Word for word, copy each record that comes after this.

━━━━━━━━

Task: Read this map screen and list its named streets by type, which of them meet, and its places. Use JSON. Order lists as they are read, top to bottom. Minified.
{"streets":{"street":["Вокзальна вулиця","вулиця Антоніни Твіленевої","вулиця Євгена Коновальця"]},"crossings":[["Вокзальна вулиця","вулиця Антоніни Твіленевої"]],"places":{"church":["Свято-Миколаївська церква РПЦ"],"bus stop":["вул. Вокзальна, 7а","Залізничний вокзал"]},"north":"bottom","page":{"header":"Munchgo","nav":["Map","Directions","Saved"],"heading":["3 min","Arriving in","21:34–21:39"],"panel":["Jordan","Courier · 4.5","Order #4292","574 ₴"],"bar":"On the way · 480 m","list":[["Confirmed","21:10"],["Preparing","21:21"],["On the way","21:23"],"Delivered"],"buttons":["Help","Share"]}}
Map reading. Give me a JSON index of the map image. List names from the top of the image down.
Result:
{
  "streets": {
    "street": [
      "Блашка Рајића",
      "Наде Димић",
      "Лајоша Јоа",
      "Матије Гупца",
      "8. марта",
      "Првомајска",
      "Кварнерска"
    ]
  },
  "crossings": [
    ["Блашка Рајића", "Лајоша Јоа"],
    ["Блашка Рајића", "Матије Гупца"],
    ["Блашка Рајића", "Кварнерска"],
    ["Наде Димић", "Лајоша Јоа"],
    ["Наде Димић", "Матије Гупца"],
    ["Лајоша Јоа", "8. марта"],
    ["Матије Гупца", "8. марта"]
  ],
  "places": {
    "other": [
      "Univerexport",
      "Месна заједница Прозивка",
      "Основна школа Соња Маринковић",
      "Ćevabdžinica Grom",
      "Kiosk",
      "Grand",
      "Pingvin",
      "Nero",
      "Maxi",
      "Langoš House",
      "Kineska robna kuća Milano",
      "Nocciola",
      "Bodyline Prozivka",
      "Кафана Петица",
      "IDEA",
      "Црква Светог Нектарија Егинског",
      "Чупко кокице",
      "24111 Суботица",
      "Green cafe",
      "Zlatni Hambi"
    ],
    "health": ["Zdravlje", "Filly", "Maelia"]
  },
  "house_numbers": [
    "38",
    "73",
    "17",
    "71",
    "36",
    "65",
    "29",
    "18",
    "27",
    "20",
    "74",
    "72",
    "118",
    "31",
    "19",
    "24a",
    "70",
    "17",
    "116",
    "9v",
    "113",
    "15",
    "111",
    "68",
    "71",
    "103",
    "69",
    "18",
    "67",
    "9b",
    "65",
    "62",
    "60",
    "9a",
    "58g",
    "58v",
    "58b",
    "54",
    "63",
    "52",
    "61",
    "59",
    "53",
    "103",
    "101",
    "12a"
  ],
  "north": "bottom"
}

━━━━━━━━

__TASK OUTPUT__
Task: Read this map screen and list its named streets by type, which of them meet, and its places. Use JSON. Order lists as they are read, top to bottom. Minified.
{"streets":{"street":["Вокзальна вулиця","вулиця Антоніни Твіленевої","вулиця Євгена Коновальця"]},"crossings":[["Вокзальна вулиця","вулиця Антоніни Твіленевої"]],"places":{"church":["Свято-Миколаївська церква РПЦ"],"bus stop":["вул. Вокзальна, 7а","Залізничний вокзал"]},"north":"bottom","page":{"header":"Munchgo","nav":["Map","Directions","Saved"],"heading":["3 min","Arriving in","21:34–21:39"],"panel":["Jordan","Courier · 4.5","Order #4292","574 ₴"],"bar":"On the way · 480 m","list":[["Confirmed","21:10"],["Preparing","21:21"],["On the way","21:23"],"Delivered"],"buttons":["Help","Share"]}}
Map reading. Give me a JSON index of the map image. List names from the top of the image down.
Result:
{
  "streets": {
    "street": [
      "Блашка Рајића",
      "Наде Димић",
      "Лајоша Јоа",
      "Матије Гупца",
      "8. марта",
      "Првомајска",
      "Кварнерска"
    ]
  },
  "crossings": [
    ["Блашка Рајића", "Лајоша Јоа"],
    ["Блашка Рајића", "Матије Гупца"],
    ["Блашка Рајића", "Кварнерска"],
    ["Наде Димић", "Лајоша Јоа"],
    ["Наде Димић", "Матије Гупца"],
    ["Лајоша Јоа", "8. марта"],
    ["Матије Гупца", "8. марта"]
  ],
  "places": {
    "other": [
      "Univerexport",
      "Месна заједница Прозивка",
      "Основна школа Соња Маринковић",
      "Ćevabdžinica Grom",
      "Kiosk",
      "Grand",
      "Pingvin",
      "Nero",
      "Maxi",
      "Langoš House",
      "Kineska robna kuća Milano",
      "Nocciola",
      "Bodyline Prozivka",
      "Кафана Петица",
      "IDEA",
      "Црква Светог Нектарија Егинског",
      "Чупко кокице",
      "24111 Суботица",
      "Green cafe",
      "Zlatni Hambi"
    ],
    "health": ["Zdravlje", "Filly", "Maelia"]
  },
  "house_numbers": [
    "38",
    "73",
    "17",
    "71",
    "36",
    "65",
    "29",
    "18",
    "27",
    "20",
    "74",
    "72",
    "118",
    "31",
    "19",
    "24a",
    "70",
    "17",
    "116",
    "9v",
    "113",
    "15",
    "111",
    "68",
    "71",
    "103",
    "69",
    "18",
    "67",
    "9b",
    "65",
    "62",
    "60",
    "9a",
    "58g",
    "58v",
    "58b",
    "54",
    "63",
    "52",
    "61",
    "59",
    "53",
    "103",
    "101",
    "12a"
  ],
  "north": "bottom"
}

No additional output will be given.